Great, thanks for testing the patch.

> ovsdpdk_qos_create_phy_port	
> ovsdpdk_qos_delete_phy_port	
> ovsdpdk_qos_create_vport	
> ovsdpdk_qos_delete_vport	
> ovsdpdk_qos_create_no_cir	
> ovsdpdk_qos_create_no_cbs
> 
> For performance tests:
> We see a slight dip in performance for physical ports ~1% in phy2phy_tput test in VSPERF with the patch(v1) for 64byte packet

I tried P2P here (v2) with trex, single flow, single queue,
single PMD and I got this:

original: 12.88Mpps/6.6Gbps
  idle cycles: 0 (0.00%)
  processing cycles: 14466174204 (100.00%)
  avg cycles per packet: 170.73 (14466174204/84730796)
  avg processing cycles per packet: 170.73 (14466174204/84730796)


patched: 13.00Mpps/6.65Mpps
  idle cycles: 0 (0.00%)
  processing cycles: 3783269716 (100.00%)
  avg cycles per packet: 169.49 (3783269716/22321968)
  avg processing cycles per packet: 169.49 (3783269716/22321968)

So, I see a small performance gain. Can you provide a more detailed
test description? I wonder if we are testing the same thing.

> and PVP test results are in line with your observations.
> NIC: Fortville 10G X710

Great.

> Performance with different traffic profiles when deployed with 32VM's +1M flows + vxlan enabled :
> With burst mode : ~1% increase in performance

That is aligned with above.

> as compared to 
> scatter mode: ~4% decrease in performance.

Hm, that is unexpected. Is this reproducible?
How are you switching between burst and scatter mode?

Thanks,
fbl
David Marchand Jan. 12, 2021, 7:57 a.m. UTC | #3
On Sun, Jan 10, 2021 at 4:05 AM Flavio Leitner <fbl@sysclose.org> wrote:
>
> This patch split out the common code between vhost and
> dpdk transmit paths to shared functions to simplify the
> code and fix an issue.
>
> The issue is that the packet coming from non-DPDK device
> and egressing on a DPDK device currently skips the hwol
> preparation.
>
> This also have the side effect of leaving only the dpdk

nit: has*

> transmit code under the txq lock.
>
> Signed-off-by: Flavio Leitner <fbl@sysclose.org>

Reviewed-by: David Marchand <david.marchand@redhat.com>

Thanks.
Kovacevic, Marko Jan. 13, 2021, 10:51 a.m.
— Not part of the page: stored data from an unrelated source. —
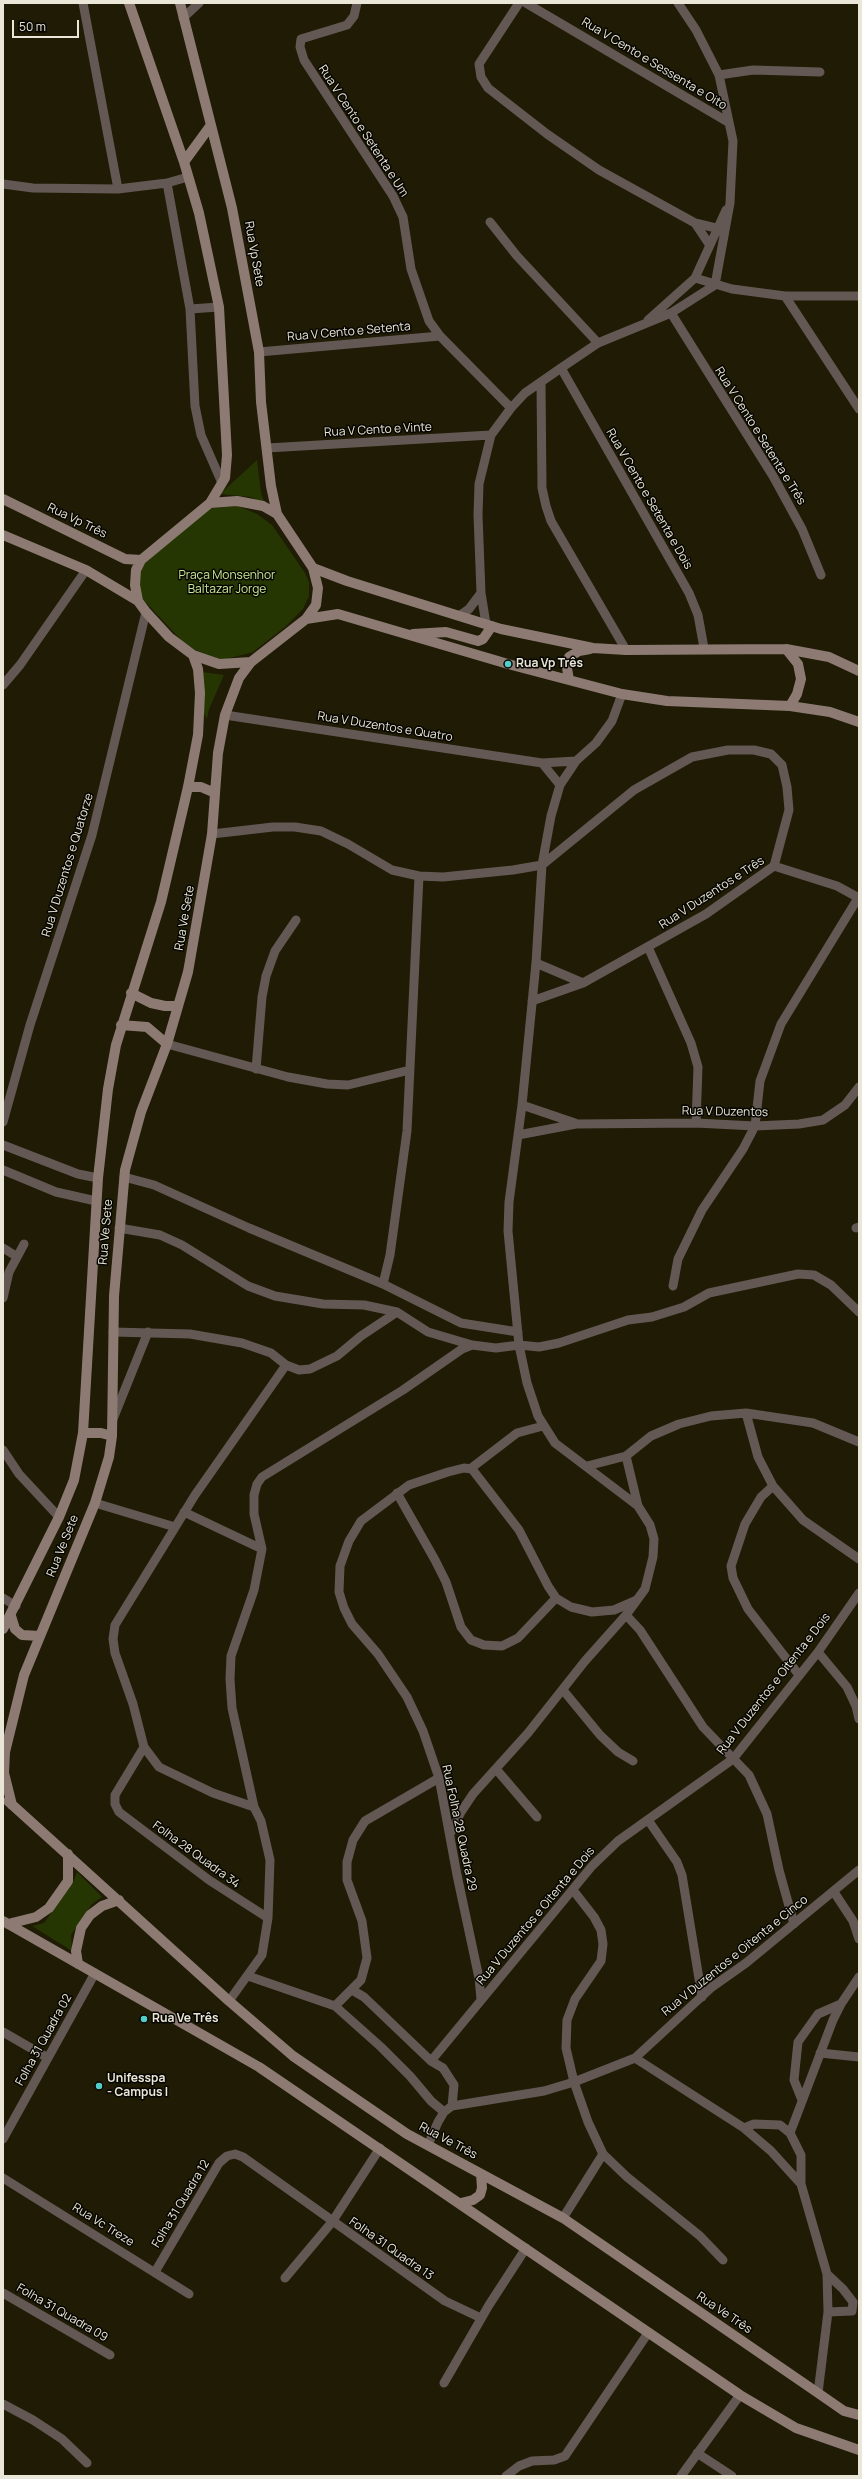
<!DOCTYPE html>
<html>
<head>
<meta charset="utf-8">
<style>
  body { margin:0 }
  #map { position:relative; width:862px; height:2479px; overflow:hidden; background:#1f1b05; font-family:Manrope,sans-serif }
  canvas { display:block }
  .frame { position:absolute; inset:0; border:4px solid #eae7d9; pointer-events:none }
  .scale { position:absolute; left:12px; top:20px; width:67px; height:18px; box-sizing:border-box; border:2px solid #eae7d9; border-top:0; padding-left:5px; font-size:12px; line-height:14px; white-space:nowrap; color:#eae7d9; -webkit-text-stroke:3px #070601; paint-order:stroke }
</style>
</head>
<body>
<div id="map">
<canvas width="862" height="2479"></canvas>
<div class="frame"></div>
<div class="scale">50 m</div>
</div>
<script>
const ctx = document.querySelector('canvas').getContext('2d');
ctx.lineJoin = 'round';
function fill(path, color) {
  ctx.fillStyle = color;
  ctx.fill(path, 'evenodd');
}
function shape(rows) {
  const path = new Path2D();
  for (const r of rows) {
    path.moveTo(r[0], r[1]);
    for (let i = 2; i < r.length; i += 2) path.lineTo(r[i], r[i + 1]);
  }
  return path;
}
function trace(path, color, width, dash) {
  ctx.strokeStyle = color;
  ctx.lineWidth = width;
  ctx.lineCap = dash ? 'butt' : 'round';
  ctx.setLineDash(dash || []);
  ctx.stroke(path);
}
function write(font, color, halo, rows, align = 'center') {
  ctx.font = font + ' Manrope,sans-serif';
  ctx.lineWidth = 3;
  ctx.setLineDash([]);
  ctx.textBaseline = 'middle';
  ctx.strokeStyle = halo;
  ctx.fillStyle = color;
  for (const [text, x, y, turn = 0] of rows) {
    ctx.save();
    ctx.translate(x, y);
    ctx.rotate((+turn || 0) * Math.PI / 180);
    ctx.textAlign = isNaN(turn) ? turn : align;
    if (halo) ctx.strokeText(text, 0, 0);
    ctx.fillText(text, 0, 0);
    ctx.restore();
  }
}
const green = shape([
  [257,460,261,493,265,504,251,497,220,494],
  [238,506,257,514,272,525,305,573,309,582,309,596,303,609,285,627,253,652,222,660,195,650,182,641,138,594,137,575,147,559,210,508],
  [202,672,224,675,209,709,207,719,203,712],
  [77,1872,102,1897,92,1904,71,1935,72,1951,32,1926,44,1923,73,1882]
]);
const minor = shape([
  [83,3,118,189],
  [357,3,354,16,347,25,301,39,300,47,304,60,393,196,403,217,411,269,429,321,440,336,511,408],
  [519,3,479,64,481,77,488,88,547,134,599,170,695,223,716,228],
  [526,3,728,122],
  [183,18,199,3],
  [719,75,753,70,820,72],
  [167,183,190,309,195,406,201,435,222,483],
  [3,184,33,188,118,189,167,183,188,177],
  [490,222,517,256,598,343],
  [695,223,709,244],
  [695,278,732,289,785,296,859,296],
  [785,296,859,409],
  [190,309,219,307],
  [671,313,773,476,802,529,821,575],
  [648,320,695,278,726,210],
  [259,352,440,336],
  [561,368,689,593,698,615,704,648],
  [541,382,542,488,546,506,551,521,626,650],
  [267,448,491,435],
  [459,616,469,609,481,593],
  [486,624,481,593,478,515,479,484,491,435,511,408,525,393,561,368,598,343,671,313,715,285,730,203,733,141,719,75,696,30,678,3],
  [3,685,20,665,86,570],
  [225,715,542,763,576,761],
  [542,763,560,785],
  [212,834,273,827,295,827,321,831,348,844,392,870,419,876,443,877,513,870,542,865,634,790,692,757,728,750,754,750,771,754,782,765,787,787,789,810,774,866,706,914,583,983,532,1001],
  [774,866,837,886,859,898],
  [648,947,691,1043,698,1067,696,1123],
  [536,963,583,983],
  [167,1044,288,1077,327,1084,348,1085,410,1070],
  [256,1069,262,997,266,976,275,951,296,920],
  [522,1105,575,1123],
  [3,1122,30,1025,92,835,146,612],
  [518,1135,576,1124,696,1123,755,1126,799,1124,823,1120,845,1105,859,1087],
  [3,1145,78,1174,98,1178],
  [3,1170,56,1192,96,1201],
  [124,1177,154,1185,249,1228,383,1284,461,1323,518,1332],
  [119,1228,160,1235,182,1245,248,1286,275,1296,323,1304,364,1305,397,1312,428,1332,472,1345,496,1348,519,1345,539,1347,559,1343,628,1320,652,1317,684,1307,709,1293,798,1274,814,1275,831,1285,859,1312],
  [856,1228,859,1227],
  [3,1248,16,1256],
  [383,1284,390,1255,407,1131,419,876],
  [673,1286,678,1259,702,1210,743,1149,755,1126,760,1081,781,1024,858,898],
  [3,1298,9,1272,24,1244],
  [113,1332,190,1334,242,1343,271,1353,286,1365],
  [746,1413,758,1457,773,1486,803,1520,859,1559],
  [113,1419,148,1332],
  [3,1450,19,1474,59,1517],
  [626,1456,638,1506],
  [587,1466,626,1456,651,1436,679,1424,711,1416,746,1413,813,1423,859,1442],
  [470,1469,517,1433,543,1426],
  [773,1486,761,1497,745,1524,731,1566,733,1578,748,1609,799,1675],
  [397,1493,435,1560,446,1582,461,1627,471,1640,484,1645,502,1646,518,1638,556,1598],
  [95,1503,175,1527],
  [184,1512,262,1549,254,1590,231,1656,230,1679,232,1708,254,1807],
  [262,1549,254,1514,254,1495,257,1484,262,1477,403,1390,462,1349,472,1345],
  [3,1598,16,1606],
  [626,1615,640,1630,703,1727,749,1775,767,1814,779,1870,794,1924],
  [818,1652,847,1687,856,1706,859,1719],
  [563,1690,600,1735,618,1752,633,1761],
  [144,1747,115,1795,115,1804,119,1812,209,1880,268,1918],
  [496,1769,537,1817],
  [648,1820,677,1862,682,1875,702,1997],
  [450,1834,461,1812,473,1794,528,1733,585,1661,626,1615,645,1589,653,1557,654,1539,650,1525,638,1506,555,1443,538,1416,527,1383,519,1345,508,1231,509,1202,522,1105,536,963,542,865,551,816,560,785,576,761,596,743,612,721,622,694],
  [573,1890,594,1917,601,1930,603,1944,601,1961,575,1999,567,2020,566,2048,574,2082,588,2122,603,2154,627,2177,700,2236,723,2260],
  [834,1892,853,1921,859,1939],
  [248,1976,335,2006,381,2047,410,2076,431,2101,444,2112],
  [352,1990,364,1997,431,2061,443,2068,454,2085,452,2106],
  [481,1999,479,1978,457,1875,439,1778,423,1731,407,1697,378,1654,352,1624,344,1608,339,1592,340,1566,349,1541,361,1521,409,1485,448,1472,464,1468,472,1469,519,1530,548,1586,556,1598,571,1607,592,1612,614,1610,637,1600],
  [229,2001,262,1955,268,1918,270,1860,261,1821,254,1807,213,1793,159,1767,144,1747,133,1704,115,1653,113,1639,115,1625,195,1495,286,1365,299,1370,310,1369,337,1356,361,1336,397,1312],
  [335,2006,361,1980,367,1958,362,1921,347,1880,347,1862,353,1840,365,1821,439,1778],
  [3,2032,48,2058],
  [820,2053,859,2057],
  [635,2058,744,2128,771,2151,801,2184],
  [431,2061,592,1866,618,1841,733,1759,818,1652,859,1593],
  [802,2100,794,2080,798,2042,818,2014,841,2004],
  [744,2128,754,2124,780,2125,790,2133,801,2155,801,2184,827,2274,828,2312,818,2393],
  [790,2133,833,2020,841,2004,859,1977],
  [3,2139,95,1973],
  [428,2145,438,2122,444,2112,452,2106,544,2091,574,2082,635,2058,712,1987,746,1963,859,1870],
  [3,2178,189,2294],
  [563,2218,603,2154],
  [155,2272,219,2163,227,2156,235,2154,243,2157,445,2301,481,2318],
  [827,2274,843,2289,853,2302,852,2311,828,2312],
  [285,2278,332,2222,380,2148],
  [3,2293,110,2355],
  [444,2383,489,2305,526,2248],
  [3,2404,33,2420,62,2439,87,2463],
  [697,2453,732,2476],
  [506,2476,519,2466,532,2461,554,2460,565,2456,648,2333],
  [681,2476,740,2395]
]);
const secondary = shape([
  [129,3,184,162,199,213,219,307,227,455,225,478,210,503],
  [180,3,232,208,259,352,261,402,271,486,277,514],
  [184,162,211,125],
  [3,499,125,559,141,560],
  [237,501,263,506,277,514,313,568,318,588,316,605,306,619,251,662,219,664,193,655,169,637,146,612,138,601,135,585,136,570,141,560,210,503,237,501],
  [3,535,86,570,138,601],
  [313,568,347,581,501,629,593,648,626,650,786,649,829,657,859,671],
  [306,619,338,614,508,664,622,694,667,701,790,706,830,712,859,722],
  [413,634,446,632,478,641,483,639,492,626],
  [786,649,798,664,801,679,797,694,790,706],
  [569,680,567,668,569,657,579,651,590,649],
  [188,787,201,787,215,793],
  [131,993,151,1003,165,1006,178,1006],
  [121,1025,147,1027,167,1044],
  [83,1433,101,1433,112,1436],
  [11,1616,15,1629,22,1635,40,1636],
  [3,1629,59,1517,74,1480,83,1433,98,1178,108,1089,116,1045,161,902,188,787,198,735,200,693,198,669,193,655],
  [8,1801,229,2001,293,2056,407,2134,563,2218,818,2393,844,2411,859,2415],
  [12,1805,4,1773,5,1752,24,1675,95,1503,109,1457,112,1436,114,1296,125,1170,141,1112,167,1044,188,972,212,834,218,753,225,715,239,678,251,662],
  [3,1921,259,2067,740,2395,796,2428,859,2450],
  [8,1924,36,1917,49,1908,68,1881,68,1854],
  [78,1964,76,1951,81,1928,90,1915,102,1906,119,1900],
  [461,2203,473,2200,480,2195,482,2188,481,2174]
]);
const markers = [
  [508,664,4,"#53cdc9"],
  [144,2019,4,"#53cdc9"],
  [99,2086,4,"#53cdc9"]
];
const streetNames = [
  ["Rua V Cento e Sessenta e Oito",654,64,31],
  ["Rua V Cento e Setenta e Um",363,131,57],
  ["Rua Vp Sete",254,254,80],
  ["Rua V Cento e Setenta",349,332,-5],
  ["Rua V Cento e Vinte",378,430,-3],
  ["Rua V Cento e Setenta e Três",760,436,58],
  ["Rua V Cento e Setenta e Dois",649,499,60],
  ["Rua Vp Três",77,521,26],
  ["Rua V Duzentos e Quatro",385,727,9],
  ["Rua V Duzentos e Quatorze",68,865,-73],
  ["Rua V Duzentos e Três",712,893,-33],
  ["Rua Ve Sete",185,918,-80],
  ["Rua V Duzentos",725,1112,1],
  ["Rua Ve Sete",106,1232,-85],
  ["Rua Ve Sete",63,1546,-68],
  ["Rua V Duzentos e Oitenta e Dois",774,1684,-52],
  ["Rua Folha 28 Quadra 29",459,1828,78],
  ["Folha 28 Quadra 34",196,1855,36],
  ["Rua V Duzentos e Oitenta e Dois",536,1916,-50],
  ["Rua V Duzentos e Oitenta e Cinco",735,1956,-39],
  ["Folha 31 Quadra 02",44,2040,-61],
  ["Rua Ve Três",448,2141,28],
  ["Folha 31 Quadra 12",181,2204,-59],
  ["Rua Vc Treze",103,2225,32],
  ["Folha 31 Quadra 13",391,2249,35],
  ["Folha 31 Quadra 09",62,2313,30],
  ["Rua Ve Três",724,2313,34]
];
const parkNames = [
  ["Praça Monsenhor",227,576],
  ["Baltazar Jorge",227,590]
];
const poiNames = [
  ["Rua Vp Três",516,664],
  ["Rua Ve Três",152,2019],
  ["Unifesspa",107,2079],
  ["- Campus I",107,2093]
];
fill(green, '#263602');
trace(minor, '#635853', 9);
trace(secondary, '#8d7b73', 10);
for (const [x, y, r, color] of markers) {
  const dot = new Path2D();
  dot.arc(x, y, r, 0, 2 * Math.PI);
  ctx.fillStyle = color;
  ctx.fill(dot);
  trace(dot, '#070601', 1.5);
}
write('12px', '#eae7d9', '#070601', streetNames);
write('12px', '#c8e895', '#070601', parkNames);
write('bold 12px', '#eae7d9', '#070601', poiNames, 'left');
</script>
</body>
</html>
UTC | #4
Hi Flavio,

> So, I see a small performance gain. Can you provide a more detailed
> test description? I wonder if we are testing the same thing.

VSPERF phy2phy_tput uses 2 dpdk pmds and performs zero packet loss test(RFC2544) with bidirectional traffic.

> 
> > and PVP test results are in line with your observations.
> > NIC: Fortville 10G X710
> 
> Great.
> 
> > Performance with different traffic profiles when deployed with 32VM's
> +1M flows + vxlan enabled :
> > With burst mode : ~1% increase in performance
> 
> That is aligned with above.
> 
> > as compared to
> > scatter mode: ~4% decrease in performance.
> 
> Hm, that is unexpected. Is this reproducible?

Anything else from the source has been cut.